Walking in this morning however, we’re almost faced with the opposite scenario. The USD is bid early doors as the market comes to its sense and now turns its attention to the impending Greek haircut. The size of which, conditions and outcomes are what is going to drive this market now. Bottom line, we are going to see a default, in fact we’re already there, the only real issue now is the way in which this is reported to the market and the conditions under which this is accepted. Last word on the street was referring to a 68% haircut, and in my mind where there’s 68% there is also 100%, if you get where I’m going with this. The concept of a PSI deal (another useless acronym) under present circumstances is farcical. Who in their right mind is prepared to take nothing? I won’t continue down this road for now (there will be another perhaps comical piece later today).

Looking at today’s market, the black cloud hanging over heads of traders remains the Greek deal details and with all parties coming back to the table today after hitting the wall over the weekend we will no doubt have more vague headlines driving this market. Event risks include UK unemployment data which couple with decent bids in EURGBP at 0.8300 could keep the Cable a little better bid until about lunchtime. Elsewhere during the day we have US PSI data and the BoC monetary policy statement on the back of a no change in rates yesterday (accompanied with perhaps a slightly less dovish brief comment).

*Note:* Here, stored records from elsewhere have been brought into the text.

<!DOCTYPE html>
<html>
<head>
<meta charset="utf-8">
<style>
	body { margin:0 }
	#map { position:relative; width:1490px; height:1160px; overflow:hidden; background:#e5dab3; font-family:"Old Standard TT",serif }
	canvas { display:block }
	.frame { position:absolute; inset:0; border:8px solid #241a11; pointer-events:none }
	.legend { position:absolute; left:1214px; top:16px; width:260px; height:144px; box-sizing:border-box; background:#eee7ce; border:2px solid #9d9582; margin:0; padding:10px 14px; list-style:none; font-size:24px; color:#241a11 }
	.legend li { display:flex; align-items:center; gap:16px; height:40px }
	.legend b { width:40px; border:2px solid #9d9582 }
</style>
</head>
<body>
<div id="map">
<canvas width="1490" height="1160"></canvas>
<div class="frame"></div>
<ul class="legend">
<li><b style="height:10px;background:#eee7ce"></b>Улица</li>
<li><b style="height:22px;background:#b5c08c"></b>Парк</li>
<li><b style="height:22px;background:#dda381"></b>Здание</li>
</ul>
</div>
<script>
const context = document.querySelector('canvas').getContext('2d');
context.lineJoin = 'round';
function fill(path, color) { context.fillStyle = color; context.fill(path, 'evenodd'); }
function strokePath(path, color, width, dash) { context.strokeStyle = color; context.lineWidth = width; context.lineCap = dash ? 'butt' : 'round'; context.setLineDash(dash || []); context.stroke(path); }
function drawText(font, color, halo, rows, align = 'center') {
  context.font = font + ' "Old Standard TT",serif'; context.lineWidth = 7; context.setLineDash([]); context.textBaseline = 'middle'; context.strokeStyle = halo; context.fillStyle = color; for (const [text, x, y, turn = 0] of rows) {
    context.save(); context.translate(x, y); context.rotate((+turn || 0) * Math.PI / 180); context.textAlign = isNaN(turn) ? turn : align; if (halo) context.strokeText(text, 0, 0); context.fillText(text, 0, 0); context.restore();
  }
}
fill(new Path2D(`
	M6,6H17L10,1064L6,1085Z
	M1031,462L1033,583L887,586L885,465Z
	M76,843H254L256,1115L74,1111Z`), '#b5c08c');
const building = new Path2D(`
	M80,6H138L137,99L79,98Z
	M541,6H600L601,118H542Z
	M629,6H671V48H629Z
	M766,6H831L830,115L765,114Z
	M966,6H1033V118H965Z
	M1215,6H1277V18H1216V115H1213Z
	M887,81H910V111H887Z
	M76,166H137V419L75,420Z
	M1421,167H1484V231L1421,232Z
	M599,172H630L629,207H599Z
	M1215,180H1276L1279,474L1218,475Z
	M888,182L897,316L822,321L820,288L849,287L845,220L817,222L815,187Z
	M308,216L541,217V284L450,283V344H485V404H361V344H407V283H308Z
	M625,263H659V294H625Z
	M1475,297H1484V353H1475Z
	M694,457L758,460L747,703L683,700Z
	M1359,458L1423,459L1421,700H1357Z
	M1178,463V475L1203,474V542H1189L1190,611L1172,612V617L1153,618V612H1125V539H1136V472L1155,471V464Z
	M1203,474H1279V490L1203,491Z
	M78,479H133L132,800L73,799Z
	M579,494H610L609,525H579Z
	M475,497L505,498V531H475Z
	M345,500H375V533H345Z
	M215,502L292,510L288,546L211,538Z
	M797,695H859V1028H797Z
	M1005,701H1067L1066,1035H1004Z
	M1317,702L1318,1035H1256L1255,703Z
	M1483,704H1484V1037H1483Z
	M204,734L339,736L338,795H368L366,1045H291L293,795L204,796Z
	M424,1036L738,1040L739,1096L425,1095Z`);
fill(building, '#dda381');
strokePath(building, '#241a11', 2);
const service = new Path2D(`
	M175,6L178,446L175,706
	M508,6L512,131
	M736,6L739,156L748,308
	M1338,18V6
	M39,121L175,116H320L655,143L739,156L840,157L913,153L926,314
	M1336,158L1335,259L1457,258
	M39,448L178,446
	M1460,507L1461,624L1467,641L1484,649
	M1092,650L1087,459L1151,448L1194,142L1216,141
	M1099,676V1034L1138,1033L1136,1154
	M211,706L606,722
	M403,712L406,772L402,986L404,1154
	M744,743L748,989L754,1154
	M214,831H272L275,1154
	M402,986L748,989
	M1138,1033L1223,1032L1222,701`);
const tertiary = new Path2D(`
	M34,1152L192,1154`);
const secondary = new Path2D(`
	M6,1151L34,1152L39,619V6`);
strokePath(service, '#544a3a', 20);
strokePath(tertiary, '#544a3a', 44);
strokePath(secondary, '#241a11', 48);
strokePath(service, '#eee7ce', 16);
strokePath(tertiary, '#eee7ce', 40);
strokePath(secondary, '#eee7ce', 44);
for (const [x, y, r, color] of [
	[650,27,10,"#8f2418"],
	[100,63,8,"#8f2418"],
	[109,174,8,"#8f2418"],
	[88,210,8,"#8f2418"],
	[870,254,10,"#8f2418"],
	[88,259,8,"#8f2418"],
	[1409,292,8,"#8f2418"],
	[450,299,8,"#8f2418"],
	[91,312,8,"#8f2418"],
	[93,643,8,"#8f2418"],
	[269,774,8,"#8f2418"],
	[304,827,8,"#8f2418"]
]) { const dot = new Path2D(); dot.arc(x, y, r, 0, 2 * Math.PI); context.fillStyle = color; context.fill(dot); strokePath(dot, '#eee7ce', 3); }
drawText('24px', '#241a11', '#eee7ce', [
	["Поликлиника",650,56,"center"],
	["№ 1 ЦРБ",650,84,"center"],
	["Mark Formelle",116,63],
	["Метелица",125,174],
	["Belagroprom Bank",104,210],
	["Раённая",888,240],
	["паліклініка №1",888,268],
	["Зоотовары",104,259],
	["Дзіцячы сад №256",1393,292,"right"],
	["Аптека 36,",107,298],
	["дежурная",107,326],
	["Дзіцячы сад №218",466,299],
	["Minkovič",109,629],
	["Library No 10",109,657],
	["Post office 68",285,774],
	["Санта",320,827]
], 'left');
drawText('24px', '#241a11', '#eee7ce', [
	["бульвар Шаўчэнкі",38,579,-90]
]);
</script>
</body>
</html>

With regard levels for the major crosses rather than telling you how to play them, I’ll just list them today...

EUR/USD: The topside line in the sand remains 1.2830, stops have built up in size above there and a squeeze is imminent. Range players have been sellers into that level and have been taking them back in the 1.2750/30 area, flipping and starting all over again.

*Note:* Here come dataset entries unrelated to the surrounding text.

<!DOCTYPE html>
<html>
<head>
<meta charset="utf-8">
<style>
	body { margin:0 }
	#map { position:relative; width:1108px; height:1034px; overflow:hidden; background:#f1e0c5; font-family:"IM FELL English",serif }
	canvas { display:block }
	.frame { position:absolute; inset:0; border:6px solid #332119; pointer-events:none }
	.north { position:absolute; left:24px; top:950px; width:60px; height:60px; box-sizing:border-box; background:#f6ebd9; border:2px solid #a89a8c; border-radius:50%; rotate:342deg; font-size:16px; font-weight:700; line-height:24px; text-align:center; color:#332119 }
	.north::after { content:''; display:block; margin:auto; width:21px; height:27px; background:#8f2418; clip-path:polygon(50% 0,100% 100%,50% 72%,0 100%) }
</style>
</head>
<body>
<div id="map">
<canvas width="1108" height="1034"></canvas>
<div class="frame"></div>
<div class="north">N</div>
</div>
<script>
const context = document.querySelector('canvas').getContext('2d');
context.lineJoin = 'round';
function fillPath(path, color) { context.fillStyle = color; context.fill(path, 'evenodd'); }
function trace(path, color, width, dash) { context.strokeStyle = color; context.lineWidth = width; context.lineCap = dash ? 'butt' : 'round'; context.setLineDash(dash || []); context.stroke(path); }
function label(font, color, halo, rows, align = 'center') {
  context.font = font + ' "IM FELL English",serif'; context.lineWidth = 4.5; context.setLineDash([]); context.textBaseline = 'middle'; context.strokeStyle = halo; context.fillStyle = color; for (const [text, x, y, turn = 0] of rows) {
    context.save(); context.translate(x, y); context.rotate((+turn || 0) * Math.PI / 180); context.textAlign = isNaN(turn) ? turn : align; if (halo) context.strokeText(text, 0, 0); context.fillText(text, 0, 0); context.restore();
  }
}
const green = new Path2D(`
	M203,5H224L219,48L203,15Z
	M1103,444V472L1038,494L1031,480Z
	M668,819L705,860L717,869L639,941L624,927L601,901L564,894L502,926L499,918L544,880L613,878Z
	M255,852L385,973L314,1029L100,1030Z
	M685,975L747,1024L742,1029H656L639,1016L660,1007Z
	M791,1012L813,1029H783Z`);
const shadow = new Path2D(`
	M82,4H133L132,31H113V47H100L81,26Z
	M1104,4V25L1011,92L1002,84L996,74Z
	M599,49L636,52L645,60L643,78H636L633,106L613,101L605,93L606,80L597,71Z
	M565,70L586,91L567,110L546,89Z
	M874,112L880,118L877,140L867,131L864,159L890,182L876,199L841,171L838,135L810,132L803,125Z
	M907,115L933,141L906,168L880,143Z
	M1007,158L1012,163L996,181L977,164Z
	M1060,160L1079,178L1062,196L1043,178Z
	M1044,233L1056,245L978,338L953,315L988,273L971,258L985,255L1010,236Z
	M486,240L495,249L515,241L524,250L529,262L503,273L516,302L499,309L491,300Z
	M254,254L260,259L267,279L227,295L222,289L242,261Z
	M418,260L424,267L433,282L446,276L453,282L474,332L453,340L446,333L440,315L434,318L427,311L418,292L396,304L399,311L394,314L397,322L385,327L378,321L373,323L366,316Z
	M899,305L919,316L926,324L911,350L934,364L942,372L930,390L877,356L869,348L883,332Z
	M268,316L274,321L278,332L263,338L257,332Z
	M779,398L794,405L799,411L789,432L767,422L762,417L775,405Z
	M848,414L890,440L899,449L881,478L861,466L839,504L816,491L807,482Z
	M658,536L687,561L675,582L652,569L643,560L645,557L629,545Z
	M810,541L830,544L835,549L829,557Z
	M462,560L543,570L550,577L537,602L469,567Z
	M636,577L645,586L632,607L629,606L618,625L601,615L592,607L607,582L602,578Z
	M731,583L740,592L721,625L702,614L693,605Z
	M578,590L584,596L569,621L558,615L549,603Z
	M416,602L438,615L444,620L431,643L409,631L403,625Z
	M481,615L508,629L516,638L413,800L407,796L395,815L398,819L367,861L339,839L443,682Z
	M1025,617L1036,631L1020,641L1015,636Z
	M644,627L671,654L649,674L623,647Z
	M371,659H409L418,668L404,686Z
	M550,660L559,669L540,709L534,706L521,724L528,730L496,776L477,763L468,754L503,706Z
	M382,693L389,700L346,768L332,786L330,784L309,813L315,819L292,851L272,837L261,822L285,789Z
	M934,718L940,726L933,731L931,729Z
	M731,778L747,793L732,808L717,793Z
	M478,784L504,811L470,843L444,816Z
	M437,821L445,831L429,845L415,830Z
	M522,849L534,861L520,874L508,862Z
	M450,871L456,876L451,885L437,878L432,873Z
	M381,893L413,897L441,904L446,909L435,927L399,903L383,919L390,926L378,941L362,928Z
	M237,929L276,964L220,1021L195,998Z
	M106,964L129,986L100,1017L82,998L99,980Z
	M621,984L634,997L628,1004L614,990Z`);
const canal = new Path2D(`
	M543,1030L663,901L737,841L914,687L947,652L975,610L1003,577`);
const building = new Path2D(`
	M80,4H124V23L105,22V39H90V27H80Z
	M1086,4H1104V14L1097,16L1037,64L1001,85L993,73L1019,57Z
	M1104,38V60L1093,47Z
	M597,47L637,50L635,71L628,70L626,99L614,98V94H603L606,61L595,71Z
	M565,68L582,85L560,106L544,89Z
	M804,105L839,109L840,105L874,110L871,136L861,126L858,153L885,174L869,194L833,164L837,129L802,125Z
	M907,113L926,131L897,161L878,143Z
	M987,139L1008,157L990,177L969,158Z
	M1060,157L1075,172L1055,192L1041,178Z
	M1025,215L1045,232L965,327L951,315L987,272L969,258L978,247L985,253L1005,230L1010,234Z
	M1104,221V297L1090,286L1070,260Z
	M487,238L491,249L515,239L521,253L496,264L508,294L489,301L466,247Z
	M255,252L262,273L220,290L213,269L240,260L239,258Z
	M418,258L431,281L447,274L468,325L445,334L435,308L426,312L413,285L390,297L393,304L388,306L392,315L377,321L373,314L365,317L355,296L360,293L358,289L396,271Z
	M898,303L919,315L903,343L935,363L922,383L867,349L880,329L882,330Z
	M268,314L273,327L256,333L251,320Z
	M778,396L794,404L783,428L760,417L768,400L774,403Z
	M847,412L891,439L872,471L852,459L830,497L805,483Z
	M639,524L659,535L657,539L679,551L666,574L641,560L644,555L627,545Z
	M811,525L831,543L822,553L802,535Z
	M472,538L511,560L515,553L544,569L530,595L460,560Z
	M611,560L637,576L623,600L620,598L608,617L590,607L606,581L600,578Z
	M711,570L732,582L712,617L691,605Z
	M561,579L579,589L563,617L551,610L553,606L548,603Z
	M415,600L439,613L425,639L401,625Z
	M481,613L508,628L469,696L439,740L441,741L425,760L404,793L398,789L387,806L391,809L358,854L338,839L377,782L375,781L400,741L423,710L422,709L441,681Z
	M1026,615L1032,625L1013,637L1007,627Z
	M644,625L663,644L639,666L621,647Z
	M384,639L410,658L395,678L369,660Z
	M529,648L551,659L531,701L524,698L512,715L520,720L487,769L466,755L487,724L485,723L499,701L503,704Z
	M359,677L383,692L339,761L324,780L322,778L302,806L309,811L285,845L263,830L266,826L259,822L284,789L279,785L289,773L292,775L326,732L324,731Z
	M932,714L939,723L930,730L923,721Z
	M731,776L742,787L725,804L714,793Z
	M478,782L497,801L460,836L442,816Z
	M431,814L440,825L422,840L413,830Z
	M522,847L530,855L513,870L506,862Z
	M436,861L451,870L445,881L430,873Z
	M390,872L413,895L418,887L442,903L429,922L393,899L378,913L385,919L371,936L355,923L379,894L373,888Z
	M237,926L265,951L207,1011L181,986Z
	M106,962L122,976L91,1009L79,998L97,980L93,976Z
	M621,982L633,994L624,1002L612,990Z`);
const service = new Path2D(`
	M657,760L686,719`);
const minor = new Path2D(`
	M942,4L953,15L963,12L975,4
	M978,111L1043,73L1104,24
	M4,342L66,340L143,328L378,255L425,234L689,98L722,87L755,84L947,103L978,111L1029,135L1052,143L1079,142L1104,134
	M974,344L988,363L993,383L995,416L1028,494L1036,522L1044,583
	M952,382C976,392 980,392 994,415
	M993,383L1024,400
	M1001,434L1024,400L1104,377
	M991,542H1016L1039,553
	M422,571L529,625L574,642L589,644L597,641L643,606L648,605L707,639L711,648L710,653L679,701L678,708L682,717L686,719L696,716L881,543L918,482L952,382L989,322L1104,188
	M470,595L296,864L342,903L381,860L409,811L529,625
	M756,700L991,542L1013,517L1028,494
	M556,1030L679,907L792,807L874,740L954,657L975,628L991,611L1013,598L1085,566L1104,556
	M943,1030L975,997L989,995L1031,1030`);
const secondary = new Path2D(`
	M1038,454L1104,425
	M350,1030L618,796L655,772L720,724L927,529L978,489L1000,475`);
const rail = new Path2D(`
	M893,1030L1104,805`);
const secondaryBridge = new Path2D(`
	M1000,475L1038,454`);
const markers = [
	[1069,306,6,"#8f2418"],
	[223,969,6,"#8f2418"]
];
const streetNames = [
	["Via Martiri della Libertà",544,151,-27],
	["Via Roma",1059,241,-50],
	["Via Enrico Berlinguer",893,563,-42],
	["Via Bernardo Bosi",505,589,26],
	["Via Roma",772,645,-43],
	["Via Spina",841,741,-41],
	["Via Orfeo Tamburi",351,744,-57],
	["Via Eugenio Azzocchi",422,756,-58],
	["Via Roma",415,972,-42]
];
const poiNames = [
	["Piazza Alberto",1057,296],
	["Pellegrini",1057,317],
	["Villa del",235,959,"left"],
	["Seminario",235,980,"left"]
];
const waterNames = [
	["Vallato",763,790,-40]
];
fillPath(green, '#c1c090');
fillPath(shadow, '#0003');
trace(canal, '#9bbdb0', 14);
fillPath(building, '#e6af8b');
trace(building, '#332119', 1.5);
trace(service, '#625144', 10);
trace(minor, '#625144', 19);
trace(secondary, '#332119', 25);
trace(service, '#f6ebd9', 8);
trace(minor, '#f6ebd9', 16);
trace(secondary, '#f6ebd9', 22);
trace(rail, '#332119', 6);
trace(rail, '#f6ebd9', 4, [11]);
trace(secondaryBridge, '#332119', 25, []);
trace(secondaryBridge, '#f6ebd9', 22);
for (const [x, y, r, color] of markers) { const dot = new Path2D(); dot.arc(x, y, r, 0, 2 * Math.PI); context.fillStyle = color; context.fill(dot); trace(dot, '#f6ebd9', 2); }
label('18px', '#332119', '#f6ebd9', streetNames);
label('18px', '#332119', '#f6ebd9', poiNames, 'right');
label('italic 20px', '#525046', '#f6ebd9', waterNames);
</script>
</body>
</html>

GBPUSD: The Cable has formed a nice short term base around the 1.5280/5330 area, while the upside has been hitting the wall around the 1.5400/10 zone. A tightening range no doubt, but for the time being and in respect of what I’ve written above, the upside for this pair looks like it could be the way forward in the short term.

AUD/USD: Of course the little battler took flight on the back of Chinese data and has since come back, but having made such a positive run in recent days it now probably needs another look and consolidation into that 1.0450/80 level, before it really starts to turn lower. Having based in that 1.0330/50 area, intraday bids still sit on dips looking for more upside breaks.

USD/CAD: This pair is in danger (yet again) of becoming another paint dryer, however after various rumbles to the downside in the last 24/36 hours, the move higher seems constructive and the market now awaits the Bank of Canada policy statement this afternoon. Looking at it 1.0120/30 bases for the time being, while a break and close above 1.0180/0230 is needed for more upside confirmation.

GBP/CAD: While it’s done little in recent days, price action continues to look constructive. It’s basing around the 1.5550/80 levels and now needs another sustained attack/break and close above the 1.5700 level to prove its worth in the near term.